Watson also appears to have sprung the Houston offense to life, although the fact that O’Brien opted to start Tom Savage over Watson after the preseason has to make Texans fans wonder what exactly the former Patriots offensive coordinator was watching. Watson’s ability as a runner has forced opposing linebackers to hesitate and created running lanes for what has been a moribund Houston running game under Miller, with D’Onta Foreman helping shoulder some of the load as both a runner and checkdown receiver.

The rookie first-rounder isn’t consistent yet, and turnovers are a concern — Watson fumbled twice and threw an ugly interception off his back foot before adding another pick on a Hail Mary at the end of the game — but he offers infinitely more upside compared to Savage. The 35-yard pass Watson completed to Ryan Griffin across his body from the numbers on one side of the field to the other on second-and-22 was one of the most impressive passes of the day.

As for the Patriots, the concern has to be that several of their stars aren’t playing very well this season. Devin McCourty, the leader of what was supposed to be one of the best secondaries in football, has been a mess and was victimized for at least one touchdown pass on Sunday. Solder has been out of sorts all season. You have to assume they’ll figure things out, given that the Patriots always do over the course of the campaign, but this isn’t the Pats team people expected might flirt with a 16-0 record.

Philadelphia Eagles 27, New York Giants 24

Excitement Index: 6.21

Since 1994, kickers have gone 15-for-71 on attempts between 60 and 65 yards. With the game on the line in the fourth quarter and overtime, those same kickers were 4-of-21 before injury fill-in Jake Elliott atoned for an earlier miss from 52 by hitting a 61-yarder to beat the division rival Giants and cap a thrilling second half.

This is the 10th anniversary of the Super Bowl XLII-winning Giants, who started 0-2 and trailed 17-3 at halftime in Week 3 at their division rivals in Washington before frantically turning things around in the second half to pull out a late victory en route to a six-game winning streak.

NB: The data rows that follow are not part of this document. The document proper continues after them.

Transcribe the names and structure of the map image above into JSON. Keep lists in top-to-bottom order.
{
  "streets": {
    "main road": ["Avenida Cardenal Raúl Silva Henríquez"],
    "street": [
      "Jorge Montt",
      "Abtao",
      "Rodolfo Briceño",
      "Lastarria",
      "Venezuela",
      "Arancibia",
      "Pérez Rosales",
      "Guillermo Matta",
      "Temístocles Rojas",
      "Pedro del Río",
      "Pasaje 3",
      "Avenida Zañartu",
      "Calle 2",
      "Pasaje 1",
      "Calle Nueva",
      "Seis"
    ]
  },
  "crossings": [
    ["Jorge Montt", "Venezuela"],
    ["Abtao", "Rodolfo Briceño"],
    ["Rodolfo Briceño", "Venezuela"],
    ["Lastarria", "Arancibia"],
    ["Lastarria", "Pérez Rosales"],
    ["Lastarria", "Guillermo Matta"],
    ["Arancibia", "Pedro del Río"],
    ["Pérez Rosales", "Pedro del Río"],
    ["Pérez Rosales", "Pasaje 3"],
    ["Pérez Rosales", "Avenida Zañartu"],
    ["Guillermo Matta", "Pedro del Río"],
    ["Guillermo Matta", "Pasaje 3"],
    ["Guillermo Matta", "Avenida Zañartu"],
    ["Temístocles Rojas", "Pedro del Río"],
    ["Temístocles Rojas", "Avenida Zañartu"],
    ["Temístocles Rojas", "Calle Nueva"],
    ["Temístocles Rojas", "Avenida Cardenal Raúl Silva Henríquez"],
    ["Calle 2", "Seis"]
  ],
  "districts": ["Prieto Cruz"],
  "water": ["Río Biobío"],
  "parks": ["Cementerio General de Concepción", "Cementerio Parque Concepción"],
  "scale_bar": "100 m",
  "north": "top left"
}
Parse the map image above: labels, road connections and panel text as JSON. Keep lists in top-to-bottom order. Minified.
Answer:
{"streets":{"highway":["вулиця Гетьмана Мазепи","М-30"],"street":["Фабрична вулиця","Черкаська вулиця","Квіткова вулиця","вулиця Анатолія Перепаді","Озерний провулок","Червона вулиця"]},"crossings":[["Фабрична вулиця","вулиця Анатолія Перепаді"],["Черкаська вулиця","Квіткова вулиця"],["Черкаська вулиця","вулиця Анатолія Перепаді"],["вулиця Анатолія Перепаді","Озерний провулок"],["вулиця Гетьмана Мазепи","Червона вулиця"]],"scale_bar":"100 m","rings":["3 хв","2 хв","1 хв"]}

Eli Manning seemed to leave it even later this time around, but this time, luck wasn’t on the Giants’ side.

Although the Giants were down 14-0 when they took over on their 45-yard line after an ugly Donnie Jones punt with 14:49 left to go in the fourth quarter, it would be fair to say they had been knocking on the door for a while. Their running game had been functionally useless for most of the day, but coach Ben McAdoo had been both conservative and aggressive with little luck. The Giants punted twice from Philadelphia’s side of the field in the first quarter, lost the ball on a pair of Manning interceptions, and were stopped on downs twice in the red zone, including a pair of plays from the three-inch line at the end of the first half.

The Eagles were limited by injuries, with the secondary down three would-be contributors in Ronald Darby, Jaylen Watkins and Corey Graham. By the end of the first half, star defensive tackle Fletcher Cox and every-down linebacker Jordan Hicks were done for the day. The Giants eventually took advantage. Their drive from midfield to start the fourth quarter set up Odell Beckham Jr. for a devastating double-move past Jalen Mills for one score.

After Landon Collins forced Zach Ertz to fumble and the Giants recovered, it didn’t take long for New York to tie it up. The Eagles’ secondary couldn’t bring down Orleans Darkwa on a 20-yard run, which set up Beckham on a fake slant-and-fade past Mills to tie the score.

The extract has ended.